The CBS News program 60 Minutes featured a report on regular sightings of unidentified aerial objects (UAPs) by Navy pilots flying off the coast of Virginia. According to one Navy pilot, Ryan Graves, the objects were seen almost every day for several years and exhibited otherworldly characteristics in flight.
“This is a difficult one to explain. You have rotation, you have high altitudes. You have propulsion, right? I don’t know. I don’t know what it is, frankly,” remarked Graves.
Louis Elizondo says he headed up the modern version of “Project Blue Book” at the Pentagon. The Advanced Aerospace Threat Identification Program, or “AATIP,” came into being following a 2004 encounter between Navy planes from the USS Nimitz and several objects resembling “Tic Tac” mints. It was the brainchild of former Nevada Senator Harry Reid and functioned as a clearinghouse for Navy sightings. Later, the program was tasked with investigating the phenomenon. The AATIP has since been replaced by the Unidentified Aerial Phenomenon Task Force.

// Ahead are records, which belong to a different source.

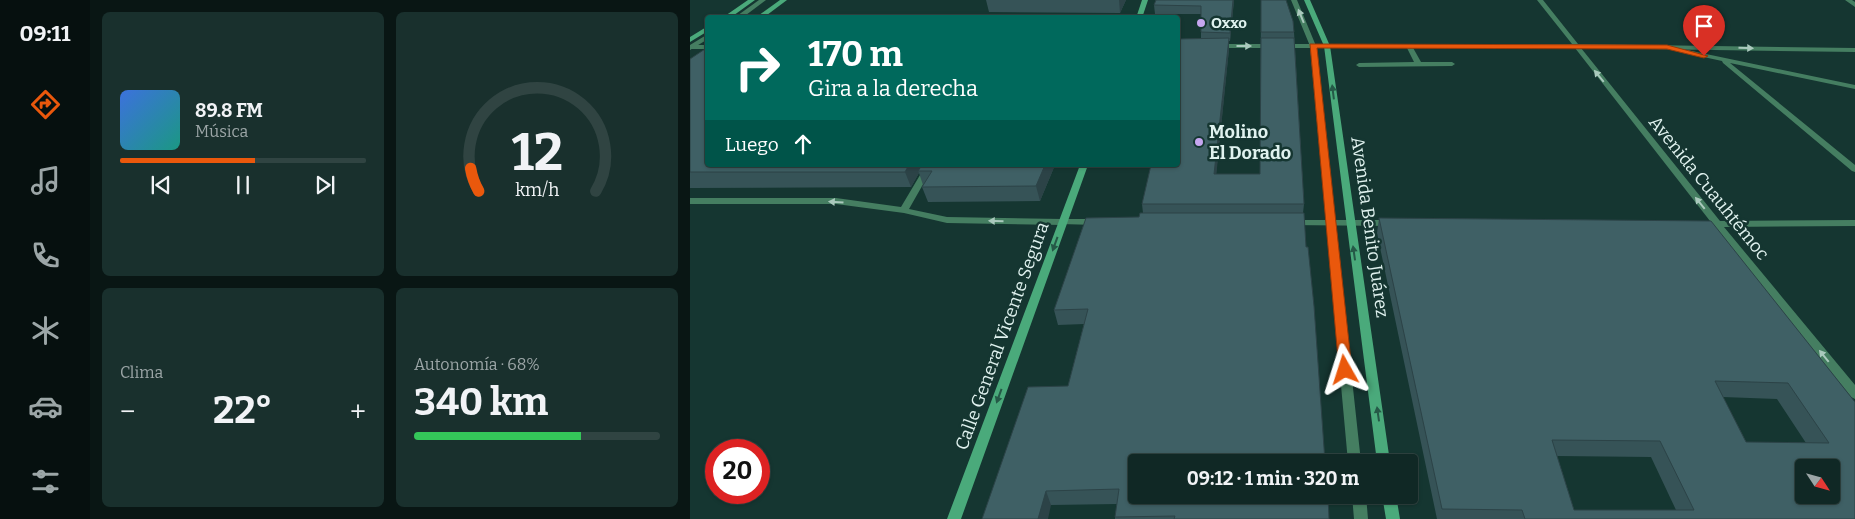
<!DOCTYPE html>
<html lang="es">
<head>
<meta charset="utf-8">
<style>
	:root { --surface:#102825; --page:#19302d; --text:#f1f3f6; --muted:#9ca6a7; --line:#304442; --accent:#ea580c }
	body { margin:0; font-family:Bitter,serif; background:var(--page); color:var(--text); height:100vh; display:flex; flex-direction:column; font-size:19px; white-space:nowrap }
	* { box-sizing:border-box; margin:0 }
	p { font-size:16px; color:var(--muted) }
	.icon { flex:none; width:28px; height:28px; fill:none; stroke:currentColor; stroke-width:2; stroke-linecap:round; stroke-linejoin:round }
	.map { position:relative; flex:1; overflow:hidden }
	.details { display:flex; flex-direction:column; gap:12px; padding:12px; background:#091614; width:600px }
	.details>* { flex:none }
	.hud { position:absolute; left:15px; top:15px; width:475px; height:152px; border-radius:5px; box-shadow:0 1px 4px #0004,0 0 0 1px var(--line); background:#00695c; color:#fff; overflow:hidden }
	.needle { width:32px; rotate:126deg }
	.buttons { position:absolute; left:1105px; top:459px; display:grid; gap:10px }
	.buttons a { display:grid; place-items:center; width:45px; height:45px; border-radius:5px; background:var(--surface); box-shadow:0 1px 4px #0004,0 0 0 1px var(--line); font-size:25px }
	.speed { position:absolute; left:15px; top:439px; display:flex; gap:10px; font-size:25px; font-weight:700; text-align:center }
	.speed>* { display:grid; place-content:center; width:65px; height:65px; border-radius:50%; background:var(--surface); box-shadow:0 1px 4px #0004,0 0 0 1px var(--line); line-height:1 }
	.speed .limit { border:8px solid #d22; background:#fff; color:#111 }
	.pin { position:absolute; display:grid; place-items:center; width:42px; height:42px; color:#fff; margin:-51px -21px; border-radius:50% 50% 50% 0; rotate:-45deg; box-shadow:0 0 5px #0007 }
	.pin .icon { rotate:45deg }
	.me { position:absolute; width:55px; margin:-28px; rotate:354deg; stroke-linejoin:round; filter:drop-shadow(0 0 4px #0008) }
	.turn { display:flex; align-items:center; gap:18px; height:105px; padding:0 20px; font-size:22px }
	.turn .icon { width:65px; height:65px; stroke-width:2.5 }
	.turn b { display:block; font-size:35px; line-height:42px }
	.then { display:flex; align-items:center; height:48px; padding:0 20px; background:#0003; gap:10px; font-size:19px }
	.big { font-size:38px; font-weight:700; line-height:1.1 }
	.details .widget { flex:1; display:flex; flex-direction:column; justify-content:center; gap:8px; min-width:0; padding:0 18px; border-radius:8px; background:var(--page) }
	.details .dial { align-items:center; gap:0 }
	.dial svg { height:130px; overflow:visible; fill:none; stroke:var(--line); stroke-width:7; stroke-linecap:round; text-anchor:middle }
	.dial text { fill:var(--text); stroke:none }
	.song { display:flex; align-items:center; gap:15px }
	.cover { width:60px; height:60px; border-radius:8px; background:linear-gradient(135deg,hsl(220 70% 55%),hsl(170 70% 35%)) }
	.played { height:5px; border-radius:2px; background:linear-gradient(90deg,var(--accent) 55%,var(--line) 55%) }
	.keys { display:flex; justify-content:space-around; direction:ltr }
	.heat { display:flex; justify-content:space-between; align-items:center; font-size:28px; direction:ltr }
	.charge { height:8px; border-radius:4px; background:linear-gradient(90deg,#34c759 68%,var(--line) 0) }
	.details .tiles { flex:1; display:grid; gap:12px; grid-template-columns:repeat(2,1fr) }
	.trip { position:absolute; left:438px; top:454px; width:290px; height:50px; border-radius:5px; background:var(--surface); box-shadow:0 1px 4px #0004,0 0 0 1px var(--line); font-weight:700; line-height:50px; text-align:center }
	main { display:flex; flex:1; min-height:0 }
	.dock { display:flex; flex-direction:column; width:90px; justify-content:space-around; align-items:center; background:#06100f; color:var(--muted) }
	.dock .icon { width:35px; height:35px }
	.dock .current { color:var(--accent) }
	.dock b { font-size:22px; color:var(--text) }
	.map>svg:first-child { display:block }
</style>
</head>
<body>
<main>
<nav class="dock">
<b>09:11</b>
<svg class="icon current" aria-label="directions" viewBox="0 0 24 24"><path d="M12 3l9 9-9 9-9-9zM9 14v-3h6M13 9l2 2-2 2"/></svg>
<svg class="icon" aria-label="music" viewBox="0 0 24 24"><path d="M9 18V5l10-2v13"/><circle cx="6" cy="18" r="3"/><circle cx="16" cy="16" r="3"/></svg>
<svg class="icon" aria-label="phone" viewBox="0 0 24 24"><path d="M5 4h4l2 5-3 2q2 4 5 5l2-3 5 2v4C11 20 4 13 5 4z"/></svg>
<svg class="icon" aria-label="climate" viewBox="0 0 24 24"><path d="M12 3v18M4 7l16 10M4 17L20 7"/></svg>
<svg class="icon" aria-label="car" viewBox="0 0 24 24"><path d="M5 17H2v-5l4-1 3-4h7l3 4 3 1v5h-3M9 17h6M6 11h13"/><circle cx="7" cy="17" r="2"/><circle cx="17" cy="17" r="2"/></svg>
<svg class="icon" aria-label="filters" viewBox="0 0 24 24"><path d="M4 7h16M4 17h16"/><circle cx="9" cy="7" r="2"/><circle cx="15" cy="17" r="2"/></svg>
</nav>
<section class="details">
<div class="tiles">
<div class="widget">
<div class="song"><i class="cover"></i><div><b>89.8 FM</b><p>Música</p></div></div>
<div class="played"></div>
<div class="keys"><svg class="icon" aria-label="previous" viewBox="0 0 24 24"><path d="M18 5L8 12l10 7zM5 5v14"/></svg><svg class="icon" aria-label="pause" viewBox="0 0 24 24"><path d="M8 5v14M16 5v14"/></svg><svg class="icon" aria-label="next" viewBox="0 0 24 24"><path d="M6 5l10 7-10 7zM19 5v14"/></svg></div>
</div>
<div class="widget dial"><svg viewBox="0 0 100 80">
<path d="M14 69A42 42 0 1 1 86 69"/>
<path d="M14 69A42 42 0 0 1 9 55" stroke="#ea580c"/>
<text x="50" y="56" font-size="32" font-weight="700">12</text>
<text x="50" y="72" font-size="11">km/h</text>
</svg></div>
<div class="widget"><p>Clima</p>
<div class="heat"><a>−</a><b class="big">22°</b><a>+</a></div>
</div>
<div class="widget"><p>Autonomía · 68%</p><b class="big">340 km</b><div class="charge"></div></div>
</div>
</section>
<div class="map">
<svg width="1165" height="519" viewBox="0 0 1165 519">
	<rect width="100%" height="100%" fill="#153631"/>
	<g fill="none" stroke-linecap="round" stroke-linejoin="round">
		<!-- lane -->
		<path fill="#457e61" fill-rule="evenodd" d="M69,0H76L52,18H44Z
			M601,0H607L626,46L671,462H658L620,46Z
			M18,34V39L0,50V45Z
			M719,44L722,46L731,62H762L765,64L762,66L669,67L666,65L669,63L724,62L716,46Z
			M236,165H244L219,209L257,217L373,219L378,222L373,225L257,223L214,213L146,204H0V198H146L211,207Z
			M662,495H676L678,519H664Z"/>
		<!-- street -->
		<path fill="#457e61" fill-rule="evenodd" d="M847,0H853L888,44L1165,48V52L891,48L1030,221L1165,220V226L1034,227L1165,385V399L1161,397L1024,227L1008,226L1006,224L1008,222L1020,221L885,48H526L523,46L526,44H882Z
			M1155,0H1162L1165,2V7Z
			M334,14L337,16L336,18H330Z
			M0,45H18V49H0Z
			M997,50L1165,85V89L1040,63L1165,165V172L1162,171L1033,63L1032,61L995,53V51Z
			M373,219H407L412,222L407,225L370,224L368,222Z
			M601,220H702L707,223L702,226L598,225L596,223L598,221Z"/>
		<!-- secondary -->
		<path fill="#4aaa7b" fill-rule="evenodd" d="M58,0H65L40,18H32Z
			M90,0H97L73,18H65Z
			M452,0H458L452,18H446Z
			M614,0H620L640,46L700,462H687L634,46Z
			M18,26V31L0,42V37Z
			M390,165H398L271,519H257Z
			M692,495H706L710,519H696Z"/>
	</g>
	<!-- wall -->
	<path fill="#365357" fill-rule="evenodd" d="M296,0H436L430,13L299,12Z
		M466,0H544L540,41H539V49L526,174H570L571,0L604,32L614,204L613,213L639,519H425V517L427,504L361,505L292,519L378,386L394,324L368,325L364,310L453,213L452,204L511,39V14H465L464,5Z
		M0,59L18,165H365L350,201L238,202L232,187L233,185L229,173L221,187L0,188Z
		M689,218L1165,402V519H747L687,233ZM1033,397L1087,399L1116,443L1056,442ZM867,456L961,457L986,510H884Z"/>
	<!-- shaded-wall -->
	<path fill="#2c4347" d="M429,0H436L430,13Z
		M543,0H544L540,41V33Z
		M539,38V49L525,188L524,174Z
		M219,165H234L228,171L229,173L221,187L215,172Z
		M355,165H365L350,201L346,186Z
		M356,491L361,505L358,519H348Z"/>
	<!-- building -->
	<path fill="#3f6065" stroke="#2c4347" fill-rule="evenodd" d="M466,0H543L540,33L511,32V6L464,5Z
		M571,0H596L603,21L604,32H571Z
		M539,38L524,174H570L571,38H604L614,204H452L461,165H488V39Z
		M18,47V165H219L215,172H0V59Z
		M232,165H355L346,186L232,187L242,171H228Z
		M450,213H614L616,247H618L624,306L635,462H446V495H638L639,519H484L485,516L425,517L429,489L356,491L348,519H292L338,387L378,386L398,309L364,310L396,218L449,217Z
		M689,218L1021,221L1165,402V519H835L832,510L752,509ZM1025,381L1098,383L1139,443L1056,442ZM862,440L970,441L1004,510H884ZM1114,468H1141V495H1114Z"/>
	<!-- one-way arrows -->
	<defs><path id="oneway-solid" d="M-6-.8H1V-3.2L6.5 0L1 3.2V.8H-6Z" transform="scale(1.25)"/></defs>
	<g fill="#aac9bd">
		<use href="#oneway-solid" transform="translate(611 16) rotate(-112)"/>
		<use href="#oneway-solid" transform="translate(554 46)"/>
		<use href="#oneway-solid" transform="translate(1056 48) rotate(1)"/>
		<use href="#oneway-solid" transform="translate(909 76) rotate(-129)"/>
		<use href="#oneway-solid" transform="translate(146 202) rotate(-176)"/>
		<use href="#oneway-solid" transform="translate(1010 203) rotate(-129)"/>
		<use href="#oneway-solid" transform="translate(306 221) rotate(-179)"/>
		<use href="#oneway-solid" transform="translate(1134 356) rotate(-129)"/>
	</g>
	<g fill="#255947">
		<use href="#oneway-solid" transform="translate(643 92) rotate(-97)"/>
		<use href="#oneway-solid" transform="translate(365 244) rotate(110)"/>
		<use href="#oneway-solid" transform="translate(664 253) rotate(-98)"/>
		<use href="#oneway-solid" transform="translate(309 396) rotate(110)"/>
		<use href="#oneway-solid" transform="translate(688 414) rotate(-98)"/>
	</g>
	<!-- route -->
	<path fill="#ea580c" stroke="#983908" d="M620,44L977,45L1018,56L1014,58L977,49L627,48L662,370L660,374L655,375L651,374L649,370Z"/>
	<!-- markers -->
	<g fill="#c6a6f0" stroke="#153631" stroke-width="2">
		<circle cx="511" cy="23" r="5"/>
		<circle cx="509" cy="142" r="5"/>
	</g>
	<g text-anchor="middle" stroke-width="5" stroke-linejoin="round" paint-order="stroke">
		<!-- far-poi labels -->
		<g font-size="15" font-weight="bold" fill="#e0f2ef" stroke="#153631" text-anchor="start">
			<text x="521" y="28">Oxxo</text>
		</g>
		<!-- poi labels -->
		<g font-size="18" font-weight="bold" fill="#e0f2ef" stroke="#153631" text-anchor="start">
			<text x="519" y="138">Molino<tspan x="519" dy="21">El Dorado</tspan></text>
		</g>
		<!-- street labels -->
		<g font-size="18" fill="#e0f2ef" stroke="#153631">
			<text transform="translate(1019 188) rotate(51)" y="6">Avenida Cuauhtémoc</text>
			<text transform="translate(680 227) rotate(82)" y="6">Avenida Benito Juárez</text>
			<text transform="translate(312 336) rotate(-70)" y="6">Calle General Vicente Segura</text>
		</g>
	</g>
</svg>
<div class="buttons">
<a><svg class="needle" viewBox="-14 -14 28 28"><path d="M0-13l5 13h-10z" fill="#e53935"/><path d="M0 13l5-13h-10z" fill="#9ca6a7"/></svg></a>
</div>
<div class="speed"><div class="limit">20</div></div>
<div class="pin" style="left:1014px;top:56px;background:#d93025"><svg class="icon" aria-label="arrive" viewBox="0 0 24 24"><path d="M6 21V4h12l-3 4 3 4H6"/></svg></div>
<svg class="me" style="left:655px;top:370px" viewBox="-20 -20 40 40"><path d="M0-17L14 15 0 8-14 15z" fill="#ea580c" stroke="#fff" stroke-width="4"/></svg>
<div class="trip">09:12 · 1 min · 320 m</div>
<div class="hud">
<div class="turn"><svg class="icon" aria-label="right" viewBox="0 0 24 24"><path d="M7 20v-9h11M14 6l5 5-5 5"/></svg><div><b>170 m</b>Gira a la derecha</div></div>
<div class="then">Luego<svg class="icon" aria-label="ahead" viewBox="0 0 24 24"><path d="M12 20V5M6 11l6-6 6 6"/></svg></div>
</div>
</div>
</main>
</body>
</html>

There is no proof Elizondo ever worked in the government, which has made his claims suspect. But the UAP Task Force is real and working diligently on getting answers.
The investigation will culminate in a much-anticipated report to be released to the Senate next month. But UFO skeptics have been going through a lot of the evidence and discount the alien aircraft theories.
In fact, the only thing the Pentagon has admitted is that the videos are “real,” in that they were taken by US Navy personnel (and not, therefore, fake CGI-generated videos or whatever), and that they were included in studies by the UAP task force, meaning they were at least unidentified at one point.
We are then shown two other videos. “FLIR1” is claimed to show physics-defying acceleration, but careful study has shown that the supposed sudden moves are actually the result of the camera moving or changing mode. “GIMBAL” shows an impressive looking flying saucer, but again the reality seems more mundane—an infrared glare of a distant plane and a rotating gimbal mechanism explain both the rotating saucer shape, and why it was named “gimbal” in the first place.
“Careful study” by whom? What does the study say exactly? And while the GIMBAL explanation sounds reasonable, it appears to be a matter of opinion — not scientific fact.
Skeptics can be accused of many of the sins committed by UFO enthusiasts.
Elizondo has a different take on the videos.
“We’re going through our due diligence. Is it some sort of new type of cruise missile technology that China has developed? Is it some sort of high-altitude balloon that’s conducting reconnaissance?” he said. “Ultimately when you have exhausted all those what-ifs and you’re still left with the fact that this is in our airspace and it’s real, that’s when it becomes compelling, and that’s when it becomes problematic.”
The problem is that the Pentagon has to see these objects as a threat. If they’re not from another planet, they are almost certainly from Russia or China, giving their aircraft a decided advantage over our most advanced fighters.
Pilot Graves knows what he saw and is a little worried.
“I am worried, frankly. You know, if these were tactical jets from another country that were hangin’ out up there, it would be a massive issue. But because it looks slightly different, we’re not willing to actually look at the problem in the face. We’re happy to just ignore the fact that these are out there, watching us every day.”
The report next month is not likely to contain any bombshell videos or other evidence of extraterrestrial visitation, but it at least may allow us to begin asking better questions about what the hell is up there?